Nancy Swayne has been tailgating at steeplechases for half a century. In the early days, she helped her mother plan the menu. For the past 40 years, she’s been in charge, preparing, packing and serving elegant picnic repasts for family and friends at Radnor Hunt, Willowdale, Winterthur and other steeplechases. “Of the 23 meets at Willowdale, I’ve only missed one,” she says.
The Unionville resident keeps meticulous records for ready reference. Last year, when temperatures at Willowdale hit 85 degrees, she went through 10 bags of ice. “Planning a successful tailgate has everything to do with the weather,” she says. “When it’s cold, people aren’t interested in my homemade iced tea. When it’s hot, nobody wants soup. When it’s very windy, we serve from our SUV.”
Although many items on the menu change with food trends, three crowd-pleasers have earned a permanent place: shrimp cocktail, sliced filet mignon and deviled eggs. “People enjoy them consistently,” she says.
To minimize the need for cutlery, Swayne gravitates toward finger-friendly foods like sliced fruit skewered on toothpicks and lemon bars cut into wedges. “Nobody should have to balance a big plate and a knife and fork,” she says. “Keep it simple.”

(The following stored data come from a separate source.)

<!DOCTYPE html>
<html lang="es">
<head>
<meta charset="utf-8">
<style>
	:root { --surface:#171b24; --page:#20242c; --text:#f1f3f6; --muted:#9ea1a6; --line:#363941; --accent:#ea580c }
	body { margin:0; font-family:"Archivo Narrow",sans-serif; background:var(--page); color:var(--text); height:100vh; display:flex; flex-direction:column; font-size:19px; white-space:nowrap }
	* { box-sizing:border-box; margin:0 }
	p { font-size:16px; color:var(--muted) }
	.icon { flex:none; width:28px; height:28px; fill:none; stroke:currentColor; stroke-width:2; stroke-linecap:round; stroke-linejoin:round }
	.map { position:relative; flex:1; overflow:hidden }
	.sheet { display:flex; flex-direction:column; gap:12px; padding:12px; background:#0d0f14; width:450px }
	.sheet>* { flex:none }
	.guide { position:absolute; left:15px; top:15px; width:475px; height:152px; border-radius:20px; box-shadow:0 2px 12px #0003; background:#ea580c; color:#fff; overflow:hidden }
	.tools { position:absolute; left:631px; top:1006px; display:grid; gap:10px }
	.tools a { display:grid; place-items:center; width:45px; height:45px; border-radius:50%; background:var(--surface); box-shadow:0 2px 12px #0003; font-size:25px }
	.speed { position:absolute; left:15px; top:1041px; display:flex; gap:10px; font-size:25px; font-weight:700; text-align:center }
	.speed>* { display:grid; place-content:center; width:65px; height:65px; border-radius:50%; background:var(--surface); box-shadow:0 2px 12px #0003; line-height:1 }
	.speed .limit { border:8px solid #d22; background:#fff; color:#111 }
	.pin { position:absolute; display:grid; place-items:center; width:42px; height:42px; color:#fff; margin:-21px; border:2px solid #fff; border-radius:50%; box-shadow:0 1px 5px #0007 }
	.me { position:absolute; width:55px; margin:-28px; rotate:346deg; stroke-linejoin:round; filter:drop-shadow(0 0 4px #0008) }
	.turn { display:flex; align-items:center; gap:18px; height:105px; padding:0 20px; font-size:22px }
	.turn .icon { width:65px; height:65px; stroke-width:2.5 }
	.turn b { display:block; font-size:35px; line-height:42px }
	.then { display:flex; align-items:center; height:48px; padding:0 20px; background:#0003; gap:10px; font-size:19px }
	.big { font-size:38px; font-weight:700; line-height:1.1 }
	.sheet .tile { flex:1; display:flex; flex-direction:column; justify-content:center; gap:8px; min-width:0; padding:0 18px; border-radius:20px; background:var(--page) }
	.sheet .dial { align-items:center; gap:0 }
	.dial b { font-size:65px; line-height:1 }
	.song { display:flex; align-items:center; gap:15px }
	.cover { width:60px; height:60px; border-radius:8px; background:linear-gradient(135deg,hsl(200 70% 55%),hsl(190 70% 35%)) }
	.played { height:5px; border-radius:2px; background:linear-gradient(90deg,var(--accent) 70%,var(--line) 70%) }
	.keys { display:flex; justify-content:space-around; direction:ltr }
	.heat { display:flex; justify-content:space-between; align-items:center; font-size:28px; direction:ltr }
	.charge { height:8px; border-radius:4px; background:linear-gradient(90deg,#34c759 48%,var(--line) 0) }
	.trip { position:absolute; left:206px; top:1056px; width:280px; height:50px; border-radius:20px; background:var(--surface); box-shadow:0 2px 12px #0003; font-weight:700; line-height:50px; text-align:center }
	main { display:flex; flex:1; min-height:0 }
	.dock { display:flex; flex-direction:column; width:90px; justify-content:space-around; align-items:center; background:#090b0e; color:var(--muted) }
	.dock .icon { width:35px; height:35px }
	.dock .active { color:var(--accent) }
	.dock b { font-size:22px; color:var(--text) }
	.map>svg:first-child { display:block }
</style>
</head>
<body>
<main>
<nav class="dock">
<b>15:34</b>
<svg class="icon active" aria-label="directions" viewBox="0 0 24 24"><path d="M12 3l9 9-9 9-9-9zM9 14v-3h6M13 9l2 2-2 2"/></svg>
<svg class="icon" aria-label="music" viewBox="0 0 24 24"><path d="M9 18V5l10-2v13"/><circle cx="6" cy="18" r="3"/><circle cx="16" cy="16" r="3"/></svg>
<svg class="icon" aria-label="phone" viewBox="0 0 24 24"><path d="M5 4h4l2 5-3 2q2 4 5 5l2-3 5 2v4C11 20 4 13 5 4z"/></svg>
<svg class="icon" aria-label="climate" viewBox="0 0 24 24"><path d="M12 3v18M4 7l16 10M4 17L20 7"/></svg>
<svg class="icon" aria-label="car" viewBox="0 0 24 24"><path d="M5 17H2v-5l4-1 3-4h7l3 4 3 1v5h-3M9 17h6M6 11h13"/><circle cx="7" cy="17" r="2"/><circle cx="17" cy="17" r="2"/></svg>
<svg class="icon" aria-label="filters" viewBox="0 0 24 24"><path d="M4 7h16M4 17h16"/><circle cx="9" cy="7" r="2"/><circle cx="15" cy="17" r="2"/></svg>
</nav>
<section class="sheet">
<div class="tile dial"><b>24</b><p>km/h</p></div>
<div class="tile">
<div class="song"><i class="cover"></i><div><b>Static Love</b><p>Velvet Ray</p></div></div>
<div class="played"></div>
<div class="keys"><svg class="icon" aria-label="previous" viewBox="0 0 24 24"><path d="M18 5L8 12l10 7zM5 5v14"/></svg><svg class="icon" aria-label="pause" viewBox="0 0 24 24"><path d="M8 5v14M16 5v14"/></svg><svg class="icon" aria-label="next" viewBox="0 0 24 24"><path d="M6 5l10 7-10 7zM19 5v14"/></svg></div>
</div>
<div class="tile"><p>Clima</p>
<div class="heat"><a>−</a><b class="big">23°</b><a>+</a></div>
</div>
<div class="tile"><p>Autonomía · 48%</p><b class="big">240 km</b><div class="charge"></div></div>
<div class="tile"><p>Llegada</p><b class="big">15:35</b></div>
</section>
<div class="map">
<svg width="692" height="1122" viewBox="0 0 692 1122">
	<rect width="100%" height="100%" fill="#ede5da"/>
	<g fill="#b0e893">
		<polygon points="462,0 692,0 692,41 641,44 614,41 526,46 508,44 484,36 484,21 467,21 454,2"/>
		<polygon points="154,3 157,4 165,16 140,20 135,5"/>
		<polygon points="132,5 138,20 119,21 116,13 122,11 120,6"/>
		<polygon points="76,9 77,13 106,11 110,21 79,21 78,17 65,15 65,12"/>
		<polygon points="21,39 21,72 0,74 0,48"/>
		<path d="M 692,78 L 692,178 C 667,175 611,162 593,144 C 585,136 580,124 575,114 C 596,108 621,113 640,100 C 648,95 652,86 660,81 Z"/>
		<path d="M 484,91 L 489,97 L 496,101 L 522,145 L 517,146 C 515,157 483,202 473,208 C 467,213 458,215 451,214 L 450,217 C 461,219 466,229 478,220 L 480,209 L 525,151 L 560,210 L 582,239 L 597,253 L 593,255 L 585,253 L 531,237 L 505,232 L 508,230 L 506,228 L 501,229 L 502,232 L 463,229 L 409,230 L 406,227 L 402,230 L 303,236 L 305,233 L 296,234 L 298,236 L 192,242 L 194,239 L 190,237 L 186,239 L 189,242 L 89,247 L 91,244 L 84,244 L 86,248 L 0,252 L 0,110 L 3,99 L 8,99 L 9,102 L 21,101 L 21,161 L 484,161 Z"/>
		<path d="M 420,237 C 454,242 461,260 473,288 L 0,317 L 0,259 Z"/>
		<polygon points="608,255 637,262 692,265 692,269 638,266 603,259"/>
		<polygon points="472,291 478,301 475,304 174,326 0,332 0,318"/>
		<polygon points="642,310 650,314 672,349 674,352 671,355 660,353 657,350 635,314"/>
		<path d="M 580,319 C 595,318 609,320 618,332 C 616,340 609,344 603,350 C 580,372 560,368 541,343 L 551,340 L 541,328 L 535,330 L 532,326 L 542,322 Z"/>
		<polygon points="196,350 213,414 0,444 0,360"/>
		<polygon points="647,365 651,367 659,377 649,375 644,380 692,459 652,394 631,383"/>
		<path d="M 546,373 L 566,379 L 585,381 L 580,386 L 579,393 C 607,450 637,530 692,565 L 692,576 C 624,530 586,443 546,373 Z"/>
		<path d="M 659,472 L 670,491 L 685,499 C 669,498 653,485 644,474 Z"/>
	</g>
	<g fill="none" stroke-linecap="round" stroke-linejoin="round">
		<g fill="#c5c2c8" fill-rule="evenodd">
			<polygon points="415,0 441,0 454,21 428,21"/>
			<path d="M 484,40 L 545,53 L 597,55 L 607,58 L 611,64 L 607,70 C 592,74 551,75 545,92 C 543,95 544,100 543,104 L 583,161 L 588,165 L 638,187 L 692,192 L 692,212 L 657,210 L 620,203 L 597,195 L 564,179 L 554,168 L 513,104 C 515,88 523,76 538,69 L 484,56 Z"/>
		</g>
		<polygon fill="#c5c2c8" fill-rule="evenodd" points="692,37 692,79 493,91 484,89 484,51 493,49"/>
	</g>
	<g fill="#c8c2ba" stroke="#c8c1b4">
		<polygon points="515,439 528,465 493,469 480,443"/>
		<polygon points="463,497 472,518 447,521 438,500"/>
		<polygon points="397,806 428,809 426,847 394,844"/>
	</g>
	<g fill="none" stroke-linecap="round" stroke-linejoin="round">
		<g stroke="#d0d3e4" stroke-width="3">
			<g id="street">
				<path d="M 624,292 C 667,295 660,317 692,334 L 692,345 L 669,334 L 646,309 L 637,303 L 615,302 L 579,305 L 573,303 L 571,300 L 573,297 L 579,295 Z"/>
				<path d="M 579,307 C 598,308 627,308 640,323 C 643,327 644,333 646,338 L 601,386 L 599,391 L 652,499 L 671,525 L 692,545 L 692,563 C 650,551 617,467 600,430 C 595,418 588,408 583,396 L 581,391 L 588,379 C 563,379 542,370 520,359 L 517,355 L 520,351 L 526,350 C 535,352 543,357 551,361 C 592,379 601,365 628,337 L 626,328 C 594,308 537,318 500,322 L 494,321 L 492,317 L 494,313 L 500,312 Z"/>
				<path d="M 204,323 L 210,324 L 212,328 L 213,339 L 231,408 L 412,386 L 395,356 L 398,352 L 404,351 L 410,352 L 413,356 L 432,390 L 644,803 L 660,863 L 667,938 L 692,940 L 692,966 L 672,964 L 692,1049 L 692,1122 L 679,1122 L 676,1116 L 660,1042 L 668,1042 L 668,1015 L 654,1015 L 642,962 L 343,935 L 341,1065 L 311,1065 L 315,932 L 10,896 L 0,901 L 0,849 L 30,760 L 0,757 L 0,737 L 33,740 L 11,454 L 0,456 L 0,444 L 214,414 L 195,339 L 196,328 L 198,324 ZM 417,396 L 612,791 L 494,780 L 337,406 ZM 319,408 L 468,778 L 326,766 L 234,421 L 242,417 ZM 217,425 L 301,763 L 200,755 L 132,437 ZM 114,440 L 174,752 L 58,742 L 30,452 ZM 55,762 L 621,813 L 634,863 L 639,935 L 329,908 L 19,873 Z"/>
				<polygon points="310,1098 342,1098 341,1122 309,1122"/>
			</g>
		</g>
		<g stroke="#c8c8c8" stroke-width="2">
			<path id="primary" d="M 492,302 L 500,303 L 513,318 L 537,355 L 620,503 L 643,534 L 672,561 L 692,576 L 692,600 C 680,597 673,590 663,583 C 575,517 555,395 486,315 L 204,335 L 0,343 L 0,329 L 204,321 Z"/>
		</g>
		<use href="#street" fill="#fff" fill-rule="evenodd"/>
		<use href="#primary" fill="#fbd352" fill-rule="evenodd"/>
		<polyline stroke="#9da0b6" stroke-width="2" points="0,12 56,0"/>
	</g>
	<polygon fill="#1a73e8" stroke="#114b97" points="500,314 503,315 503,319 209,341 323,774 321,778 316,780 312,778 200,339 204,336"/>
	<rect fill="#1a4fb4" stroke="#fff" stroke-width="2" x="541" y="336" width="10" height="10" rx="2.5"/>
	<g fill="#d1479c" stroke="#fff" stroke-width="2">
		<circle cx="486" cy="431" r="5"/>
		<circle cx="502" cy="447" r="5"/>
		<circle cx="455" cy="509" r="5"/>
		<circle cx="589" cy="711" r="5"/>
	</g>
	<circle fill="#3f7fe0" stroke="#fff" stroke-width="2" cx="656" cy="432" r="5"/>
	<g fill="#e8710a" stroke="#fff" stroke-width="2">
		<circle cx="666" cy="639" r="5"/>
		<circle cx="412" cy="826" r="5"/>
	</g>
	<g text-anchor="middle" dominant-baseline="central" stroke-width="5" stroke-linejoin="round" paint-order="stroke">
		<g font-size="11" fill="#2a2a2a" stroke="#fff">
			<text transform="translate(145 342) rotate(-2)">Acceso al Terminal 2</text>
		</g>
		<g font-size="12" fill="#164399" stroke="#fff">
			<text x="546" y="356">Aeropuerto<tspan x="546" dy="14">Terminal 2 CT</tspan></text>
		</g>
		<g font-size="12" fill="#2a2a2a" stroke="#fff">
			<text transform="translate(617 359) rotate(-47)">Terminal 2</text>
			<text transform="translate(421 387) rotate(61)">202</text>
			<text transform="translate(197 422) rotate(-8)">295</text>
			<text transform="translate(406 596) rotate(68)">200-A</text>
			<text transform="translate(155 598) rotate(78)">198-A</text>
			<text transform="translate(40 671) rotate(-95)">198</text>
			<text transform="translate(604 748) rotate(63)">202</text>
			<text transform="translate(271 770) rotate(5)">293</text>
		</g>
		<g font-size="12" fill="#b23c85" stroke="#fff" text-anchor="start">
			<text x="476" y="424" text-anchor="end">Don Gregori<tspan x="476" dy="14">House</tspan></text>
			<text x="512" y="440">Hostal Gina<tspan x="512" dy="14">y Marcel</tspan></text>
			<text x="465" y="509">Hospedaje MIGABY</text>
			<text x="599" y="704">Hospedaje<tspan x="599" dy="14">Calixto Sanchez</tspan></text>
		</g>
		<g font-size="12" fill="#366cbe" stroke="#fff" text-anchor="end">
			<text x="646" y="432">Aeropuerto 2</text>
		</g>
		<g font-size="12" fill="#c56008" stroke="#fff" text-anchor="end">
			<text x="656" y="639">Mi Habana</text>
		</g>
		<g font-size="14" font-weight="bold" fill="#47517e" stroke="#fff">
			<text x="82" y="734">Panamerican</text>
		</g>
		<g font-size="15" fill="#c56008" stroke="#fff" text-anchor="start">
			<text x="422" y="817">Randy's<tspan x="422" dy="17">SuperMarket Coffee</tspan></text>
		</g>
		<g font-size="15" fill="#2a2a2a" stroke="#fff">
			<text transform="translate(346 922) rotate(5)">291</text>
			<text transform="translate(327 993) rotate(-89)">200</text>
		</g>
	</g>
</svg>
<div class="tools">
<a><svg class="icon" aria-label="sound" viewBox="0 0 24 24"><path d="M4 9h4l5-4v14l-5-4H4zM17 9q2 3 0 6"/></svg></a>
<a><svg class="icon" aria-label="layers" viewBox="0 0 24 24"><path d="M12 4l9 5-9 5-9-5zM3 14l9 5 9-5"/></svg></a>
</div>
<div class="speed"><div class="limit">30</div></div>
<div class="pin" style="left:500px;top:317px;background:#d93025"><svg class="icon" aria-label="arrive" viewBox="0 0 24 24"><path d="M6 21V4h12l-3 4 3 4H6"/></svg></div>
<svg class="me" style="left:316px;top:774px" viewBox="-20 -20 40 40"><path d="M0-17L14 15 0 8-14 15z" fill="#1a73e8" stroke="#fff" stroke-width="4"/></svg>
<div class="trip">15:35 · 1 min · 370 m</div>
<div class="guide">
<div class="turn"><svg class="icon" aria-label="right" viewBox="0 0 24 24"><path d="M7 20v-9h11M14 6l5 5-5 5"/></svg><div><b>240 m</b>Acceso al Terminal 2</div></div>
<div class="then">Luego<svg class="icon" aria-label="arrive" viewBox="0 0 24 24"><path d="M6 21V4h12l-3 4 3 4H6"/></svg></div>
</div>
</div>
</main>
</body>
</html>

Make certain your guests can locate you. Send notices with a map and your tailgate and cellphone numbers
Create a custom tool kit. Include such staples as trash bags, sunscreen, extra cups, a first-aid kit, paper towels and toilet paper.
Weatherproof your tailgate. Pack a patio umbrella. Load chests with lots of ice to keep foods safe throughout the day. You also can freeze bottles of water to use as ice packs, then enjoy drinking the cool water as it thaws.

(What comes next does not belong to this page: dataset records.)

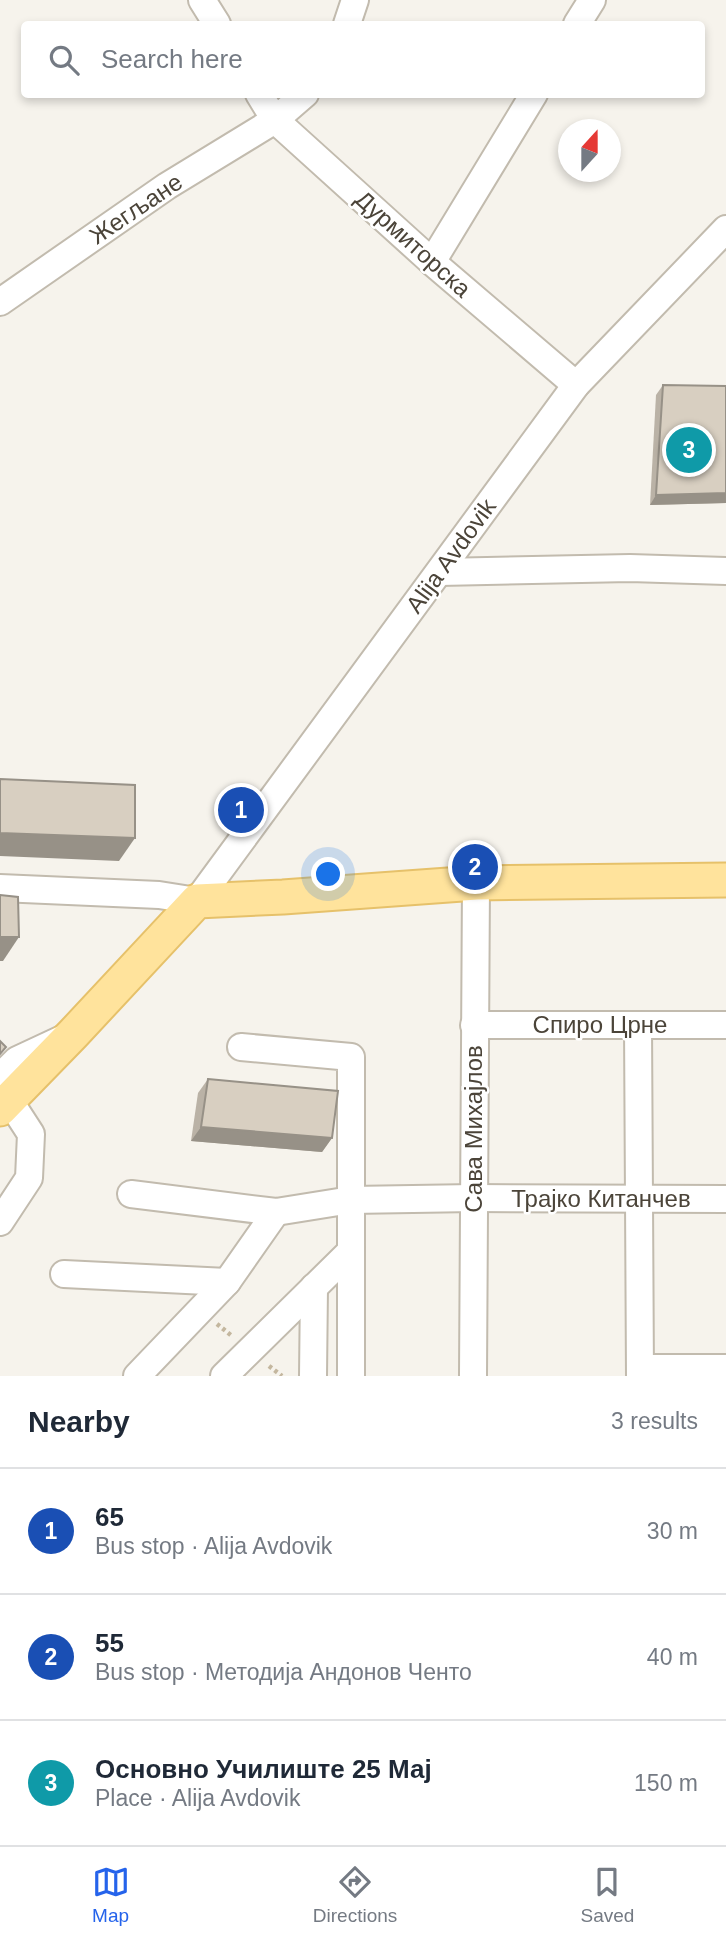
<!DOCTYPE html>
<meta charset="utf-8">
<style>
body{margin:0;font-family:Arial,sans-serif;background:#f6f6f7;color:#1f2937}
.compass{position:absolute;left:558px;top:119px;width:63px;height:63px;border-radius:50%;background:#fff;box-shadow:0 4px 10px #0003;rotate:21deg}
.you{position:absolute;left:329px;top:875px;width:24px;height:24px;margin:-18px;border:5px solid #fff;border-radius:50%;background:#1a73e8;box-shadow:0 0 0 10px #1a73e833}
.badge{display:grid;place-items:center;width:46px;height:46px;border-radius:50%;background:#2563eb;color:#fff;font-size:23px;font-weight:700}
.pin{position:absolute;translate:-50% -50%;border:4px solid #fff;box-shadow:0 2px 7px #0006}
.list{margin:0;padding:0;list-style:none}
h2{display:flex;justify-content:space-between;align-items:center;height:91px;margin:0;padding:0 28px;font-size:30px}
h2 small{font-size:23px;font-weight:400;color:#747a83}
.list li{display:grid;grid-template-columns:46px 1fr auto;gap:21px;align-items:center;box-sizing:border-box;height:126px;padding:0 28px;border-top:2px solid #e0e1e3}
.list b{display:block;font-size:26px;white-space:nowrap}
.list p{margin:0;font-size:23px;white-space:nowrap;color:#747a83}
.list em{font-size:23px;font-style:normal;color:#747a83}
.icon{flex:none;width:38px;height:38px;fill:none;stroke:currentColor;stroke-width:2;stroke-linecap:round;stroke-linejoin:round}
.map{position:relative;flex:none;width:726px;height:1376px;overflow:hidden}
.search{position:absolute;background:#fff;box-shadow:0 4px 10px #0003;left:21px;right:21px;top:21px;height:77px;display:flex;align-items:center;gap:18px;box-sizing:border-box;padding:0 24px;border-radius:7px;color:#747a83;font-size:26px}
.sheet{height:469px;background:#fff}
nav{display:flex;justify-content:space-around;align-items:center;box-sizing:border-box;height:98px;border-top:2px solid #e0e1e3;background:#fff;font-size:19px;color:#747a83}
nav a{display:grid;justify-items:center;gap:4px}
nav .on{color:#2563eb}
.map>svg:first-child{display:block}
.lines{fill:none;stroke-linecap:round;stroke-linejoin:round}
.minor-casing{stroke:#c2bbae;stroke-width:30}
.major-casing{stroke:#e6c16a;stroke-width:37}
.path{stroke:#c4b79f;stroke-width:4.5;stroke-dasharray:3.5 3.5;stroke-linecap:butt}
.minor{stroke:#fff;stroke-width:26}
.major{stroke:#ffe39c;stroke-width:33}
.wall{fill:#bab2a6}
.shaded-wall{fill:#979187}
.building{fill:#d8cfc1;stroke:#979187;stroke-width:2}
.labels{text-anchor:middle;stroke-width:5;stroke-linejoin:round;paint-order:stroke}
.street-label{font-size:24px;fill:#4b4439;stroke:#fff}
</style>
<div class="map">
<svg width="726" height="1376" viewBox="0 0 726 1376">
<rect width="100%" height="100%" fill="#f6f3ec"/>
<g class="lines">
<g class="minor-casing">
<g id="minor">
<polyline points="202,0 217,24"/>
<polyline points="347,24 355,0"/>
<polyline points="577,24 592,0"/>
<polyline points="259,94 275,120 432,262 576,385"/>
<polyline points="432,262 534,94"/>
<polyline points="0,302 167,186 275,120 305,94"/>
<polyline points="440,572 630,568 726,571"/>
<polyline points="0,888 159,895 197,901 576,385 726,229"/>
<polyline points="474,1025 726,1025"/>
<polyline points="638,1025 640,1376"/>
<polyline points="241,1047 351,1057 351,1376"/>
<polyline points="0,1077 17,1060 62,1039"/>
<polyline points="131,1194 276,1212 351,1200 474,1198 726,1199"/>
<polyline points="0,1222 29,1178 31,1134 9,1100"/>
<polyline points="64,1274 227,1282 276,1212"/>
<polyline points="641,1368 726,1368"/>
<polyline points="137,1376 227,1282"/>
<polyline points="224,1376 351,1251"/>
<polyline points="313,1376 314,1287"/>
<polyline points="473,1376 476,883"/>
</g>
</g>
<g class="major-casing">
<polyline id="major" points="0,1109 73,1034 197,901 283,897 476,883 726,880"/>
</g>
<g class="path">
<polyline points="217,1324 232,1336"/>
<polyline points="269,1366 282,1376"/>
</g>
<use href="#minor" class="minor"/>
<use href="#major" class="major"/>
</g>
<g class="wall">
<polygon points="663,385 726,386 726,503 650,505 656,395"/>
<polygon points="208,1079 332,1138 322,1152 191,1141 198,1093"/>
</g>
<g class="shaded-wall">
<polygon points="726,493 726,503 650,505 656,495"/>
<polygon points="0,833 135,838 119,861 0,856"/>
<polygon points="0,937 19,937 3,961 0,961"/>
<polygon points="201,1127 332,1138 322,1152 191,1141"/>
</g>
<g class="building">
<polygon points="663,385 726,386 726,493 656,495"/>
<polygon points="0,779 135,785 135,838 0,833"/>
<polygon points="0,895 18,897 19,937 0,937"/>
<polygon points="0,1041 6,1047 0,1054"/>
<polygon points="208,1079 338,1091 332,1138 201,1127"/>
</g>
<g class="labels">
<g class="street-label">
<text transform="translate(136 209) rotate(-34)" y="8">Жегљане</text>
<text transform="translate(413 244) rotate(42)" y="8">Дурмиторска</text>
<text transform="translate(451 556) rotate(-54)" y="8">Alija Avdovik</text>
<text x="600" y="1033">Спиро Црне</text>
<text transform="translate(474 1129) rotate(-90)" y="8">Сава Михајлов</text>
<text x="601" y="1207">Трајко Китанчев</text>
</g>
</g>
</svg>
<svg class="compass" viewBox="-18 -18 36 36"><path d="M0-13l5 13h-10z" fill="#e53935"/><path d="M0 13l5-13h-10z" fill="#747a83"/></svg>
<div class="you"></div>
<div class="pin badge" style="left:241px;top:810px;background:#1a4fb4">1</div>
<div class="pin badge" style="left:475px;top:867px;background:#1a4fb4">2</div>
<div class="pin badge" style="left:689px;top:450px;background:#0f9aa8">3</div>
<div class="search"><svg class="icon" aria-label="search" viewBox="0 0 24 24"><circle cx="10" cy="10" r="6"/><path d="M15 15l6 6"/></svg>Search here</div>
</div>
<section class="sheet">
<h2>Nearby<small>3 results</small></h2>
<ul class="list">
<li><span class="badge" style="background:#1a4fb4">1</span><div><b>65</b><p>Bus stop · Alija Avdovik</p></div><em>30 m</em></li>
<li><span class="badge" style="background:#1a4fb4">2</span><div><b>55</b><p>Bus stop · Методија Андонов Ченто</p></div><em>40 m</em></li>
<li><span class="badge" style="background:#0f9aa8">3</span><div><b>Основно Училиште 25 Мај</b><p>Place · Alija Avdovik</p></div><em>150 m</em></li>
</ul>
</section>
<nav>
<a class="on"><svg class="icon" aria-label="map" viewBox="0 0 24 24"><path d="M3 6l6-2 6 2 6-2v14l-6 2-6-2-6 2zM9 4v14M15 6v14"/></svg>Map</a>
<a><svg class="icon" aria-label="directions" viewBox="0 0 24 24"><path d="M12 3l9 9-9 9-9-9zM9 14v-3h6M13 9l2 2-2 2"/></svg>Directions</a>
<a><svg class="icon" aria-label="saved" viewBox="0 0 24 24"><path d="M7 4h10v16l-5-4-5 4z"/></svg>Saved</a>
</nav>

Make it pretty. Dress your table with linen tablecloths and bouquets of fresh flowers. Serve dishes on attractive platters.
Don’t forget the folding chairs. A day at the races is a long time to stand.
Paula Janssen, of Janssen’s Market in Greenville, Del., caters to the racing set with such favorites as fried chicken. “You also can’t go wrong with a great cheese tray,” she says. “Add cured meats and olives to make it more of an antipasto. Use a variety of crackers in different shapes and grains for a pretty display.”
She introduces color in several ways, starting with a big, bright bouquet of flowers. If you want to take it over the top, polish the silver candelabra. “People eat with their eyes first, so have lots of colors on your table,” she says. “You might do a pasta salad with several different colorsof pasta. A tomato, cucumber and feta salad is beautiful, with red and green and white.”
Plan a menu that requires as few serving utensils as possible. “Because it will be impossible to wash them,” Janssen says.
She recommends small, self-serve treats for dessert rather than cakes and pies that need to be sliced anddistributed to guests. “A plate of cookies, little fruit tarts, and mini cupcakes are so much easier to serve,” she says. “Plus, your display will still look good, where as even the most gorgeous cake loses its visual appeal after you cut into it.”
She also factors food safety into how she chooses, stores and presents foods. “You need to plan how you pack your cooler to keep food at 40 degrees or below,” she says. “Solid items packed next to each other act like ice blocks to keep one another cold. Keep lettuce at the top of your cooler because it isn’t as dense and it won’t keep those other items cold.”
Instead of serving the main courses all at once, put out half the food. Then replenish with the dishes that have been kept chilled in the cooler. If food has been out of the cooler for more than four hours, toss it. “If you are going to make sandwiches ahead of time, offer the tomato and lettuce on a separate tray so people can add them,” she says. “I’d choose ham over turkey because it’s a cured meat and lasts longer.”
Janssen also sees tailgaters leaning away from traditional macaroni and potato salads made with mayonnaise. “Instead of Grandma’s coleslaw with mayo, people are asking for spicy Asian slaw,” she says.
Buy cases of water to keep your guests hydrated. “If you can have a separate cooler for it, so much the better,” she says.
Drink dispensers equipped with a sealed core that can be frozen keep iced tea, sangria or signature cocktails cold longer. Because the ice is separate, the beverages won’t become diluted as it melts.
Janssen encourages picnickers to reimagine containers they already have around the house to transport tailgate items efficiently. “Laundry baskets are great for transporting plates. They’re big, easy to carry—and they never flip over,” she says. “Wicker hampers are beautiful, but they aren’t the most functional things in the world. They might wind up as part of your display instead of actually being used.”